### Supplied records:
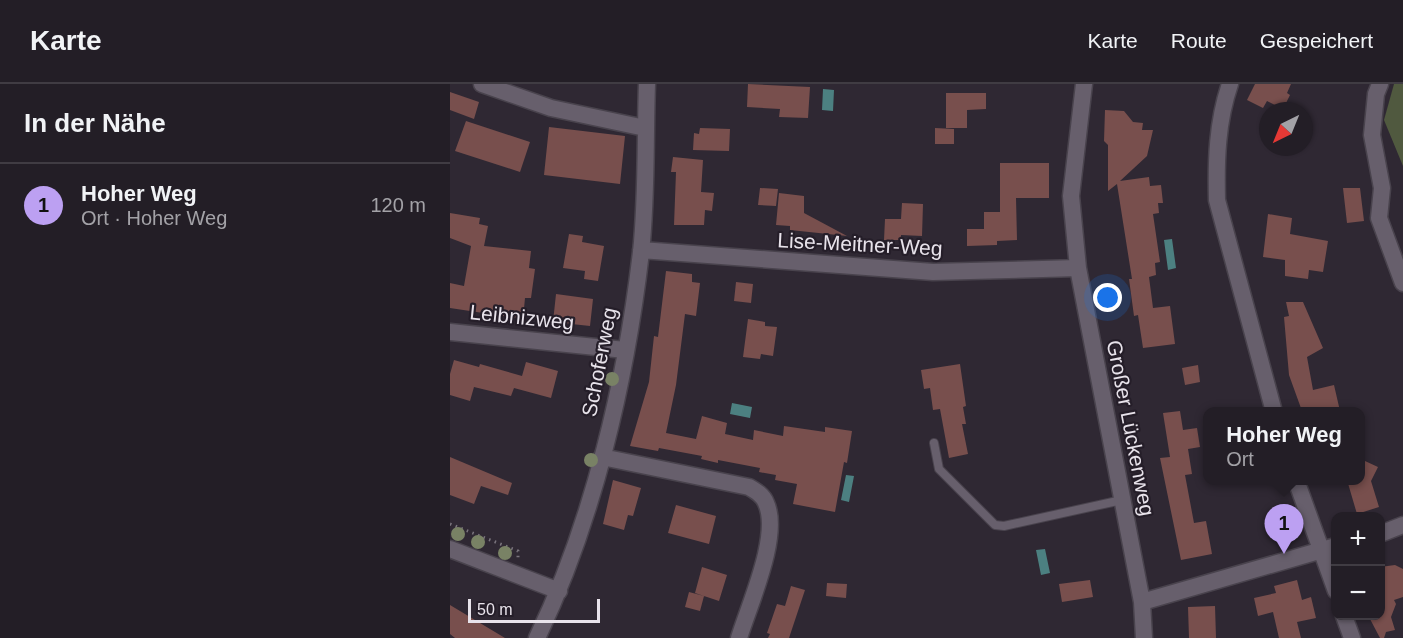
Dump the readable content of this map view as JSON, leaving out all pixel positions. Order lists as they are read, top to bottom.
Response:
{
  "streets": {
    "street": [
      "Lise-Meitner-Weg",
      "Leibnizweg",
      "Schoferweg",
      "Großer Lückenweg"
    ]
  },
  "crossings": [
    ["Lise-Meitner-Weg", "Schoferweg"],
    ["Lise-Meitner-Weg", "Großer Lückenweg"],
    ["Leibnizweg", "Schoferweg"]
  ],
  "scale_bar": "50 m",
  "north": "bottom left",
  "page": {
    "header": "Karte",
    "nav": ["Karte", "Route", "Gespeichert"],
    "heading": "In der Nähe",
    "list": [
      {
        "mark": "1",
        "name": "Hoher Weg",
        "note": "Ort · Hoher Weg",
        "value": "120 m"
      }
    ],
    "popup": ["Hoher Weg", "Ort"],
    "pins": "1",
    "map_buttons": ["+", "−"],
    "scale": "50 m"
  }
}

### Work to complete:
Give the listing above again exactly, minus any images.

### Answer to this exercise:
Dump the readable content of this map view as JSON, leaving out all pixel positions. Order lists as they are read, top to bottom.
Response:
{
  "streets": {
    "street": [
      "Lise-Meitner-Weg",
      "Leibnizweg",
      "Schoferweg",
      "Großer Lückenweg"
    ]
  },
  "crossings": [
    ["Lise-Meitner-Weg", "Schoferweg"],
    ["Lise-Meitner-Weg", "Großer Lückenweg"],
    ["Leibnizweg", "Schoferweg"]
  ],
  "scale_bar": "50 m",
  "north": "bottom left",
  "page": {
    "header": "Karte",
    "nav": ["Karte", "Route", "Gespeichert"],
    "heading": "In der Nähe",
    "list": [
      {
        "mark": "1",
        "name": "Hoher Weg",
        "note": "Ort · Hoher Weg",
        "value": "120 m"
      }
    ],
    "popup": ["Hoher Weg", "Ort"],
    "pins": "1",
    "map_buttons": ["+", "−"],
    "scale": "50 m"
  }
}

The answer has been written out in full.